(Dataset entries)
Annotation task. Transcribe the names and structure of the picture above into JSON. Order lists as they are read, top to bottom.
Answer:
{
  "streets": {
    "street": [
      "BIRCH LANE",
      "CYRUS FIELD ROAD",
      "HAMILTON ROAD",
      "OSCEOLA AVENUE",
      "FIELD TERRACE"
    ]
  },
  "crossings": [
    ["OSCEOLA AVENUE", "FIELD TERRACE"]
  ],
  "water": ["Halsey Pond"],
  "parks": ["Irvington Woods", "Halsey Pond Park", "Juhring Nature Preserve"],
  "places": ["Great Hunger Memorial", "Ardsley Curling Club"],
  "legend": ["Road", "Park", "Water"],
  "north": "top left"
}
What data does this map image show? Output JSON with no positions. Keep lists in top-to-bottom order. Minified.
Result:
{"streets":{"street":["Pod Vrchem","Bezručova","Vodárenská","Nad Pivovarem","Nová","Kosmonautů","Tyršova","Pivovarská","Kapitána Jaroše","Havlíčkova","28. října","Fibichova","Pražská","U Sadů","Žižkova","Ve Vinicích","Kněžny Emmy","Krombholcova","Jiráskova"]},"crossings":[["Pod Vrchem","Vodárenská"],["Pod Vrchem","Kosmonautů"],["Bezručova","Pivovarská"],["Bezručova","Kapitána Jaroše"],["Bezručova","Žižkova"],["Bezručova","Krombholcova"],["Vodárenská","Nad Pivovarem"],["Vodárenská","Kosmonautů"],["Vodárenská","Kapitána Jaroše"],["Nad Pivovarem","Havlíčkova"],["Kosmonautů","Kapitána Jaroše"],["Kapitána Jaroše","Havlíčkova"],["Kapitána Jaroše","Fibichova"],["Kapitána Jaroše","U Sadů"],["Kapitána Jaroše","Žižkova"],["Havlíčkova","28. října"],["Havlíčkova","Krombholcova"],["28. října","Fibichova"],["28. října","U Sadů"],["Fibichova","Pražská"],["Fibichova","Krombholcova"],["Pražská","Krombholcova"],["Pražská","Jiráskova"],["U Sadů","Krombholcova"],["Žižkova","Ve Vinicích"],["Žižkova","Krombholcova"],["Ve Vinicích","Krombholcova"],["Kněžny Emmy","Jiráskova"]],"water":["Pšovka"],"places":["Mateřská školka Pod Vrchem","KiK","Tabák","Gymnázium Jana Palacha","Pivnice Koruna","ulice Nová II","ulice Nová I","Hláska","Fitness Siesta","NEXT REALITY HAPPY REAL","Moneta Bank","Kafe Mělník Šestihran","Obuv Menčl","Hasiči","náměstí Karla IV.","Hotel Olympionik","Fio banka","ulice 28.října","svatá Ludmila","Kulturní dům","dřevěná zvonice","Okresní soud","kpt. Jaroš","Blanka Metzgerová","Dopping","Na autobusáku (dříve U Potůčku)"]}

Work instruction —
The records above should be restated word for word in their entirety.

Answer for the task —
Annotation task. Transcribe the names and structure of the picture above into JSON. Order lists as they are read, top to bottom.
Answer:
{
  "streets": {
    "street": [
      "BIRCH LANE",
      "CYRUS FIELD ROAD",
      "HAMILTON ROAD",
      "OSCEOLA AVENUE",
      "FIELD TERRACE"
    ]
  },
  "crossings": [
    ["OSCEOLA AVENUE", "FIELD TERRACE"]
  ],
  "water": ["Halsey Pond"],
  "parks": ["Irvington Woods", "Halsey Pond Park", "Juhring Nature Preserve"],
  "places": ["Great Hunger Memorial", "Ardsley Curling Club"],
  "legend": ["Road", "Park", "Water"],
  "north": "top left"
}
What data does this map image show? Output JSON with no positions. Keep lists in top-to-bottom order. Minified.
Result:
{"streets":{"street":["Pod Vrchem","Bezručova","Vodárenská","Nad Pivovarem","Nová","Kosmonautů","Tyršova","Pivovarská","Kapitána Jaroše","Havlíčkova","28. října","Fibichova","Pražská","U Sadů","Žižkova","Ve Vinicích","Kněžny Emmy","Krombholcova","Jiráskova"]},"crossings":[["Pod Vrchem","Vodárenská"],["Pod Vrchem","Kosmonautů"],["Bezručova","Pivovarská"],["Bezručova","Kapitána Jaroše"],["Bezručova","Žižkova"],["Bezručova","Krombholcova"],["Vodárenská","Nad Pivovarem"],["Vodárenská","Kosmonautů"],["Vodárenská","Kapitána Jaroše"],["Nad Pivovarem","Havlíčkova"],["Kosmonautů","Kapitána Jaroše"],["Kapitána Jaroše","Havlíčkova"],["Kapitána Jaroše","Fibichova"],["Kapitána Jaroše","U Sadů"],["Kapitána Jaroše","Žižkova"],["Havlíčkova","28. října"],["Havlíčkova","Krombholcova"],["28. října","Fibichova"],["28. října","U Sadů"],["Fibichova","Pražská"],["Fibichova","Krombholcova"],["Pražská","Krombholcova"],["Pražská","Jiráskova"],["U Sadů","Krombholcova"],["Žižkova","Ve Vinicích"],["Žižkova","Krombholcova"],["Ve Vinicích","Krombholcova"],["Kněžny Emmy","Jiráskova"]],"water":["Pšovka"],"places":["Mateřská školka Pod Vrchem","KiK","Tabák","Gymnázium Jana Palacha","Pivnice Koruna","ulice Nová II","ulice Nová I","Hláska","Fitness Siesta","NEXT REALITY HAPPY REAL","Moneta Bank","Kafe Mělník Šestihran","Obuv Menčl","Hasiči","náměstí Karla IV.","Hotel Olympionik","Fio banka","ulice 28.října","svatá Ludmila","Kulturní dům","dřevěná zvonice","Okresní soud","kpt. Jaroš","Blanka Metzgerová","Dopping","Na autobusáku (dříve U Potůčku)"]}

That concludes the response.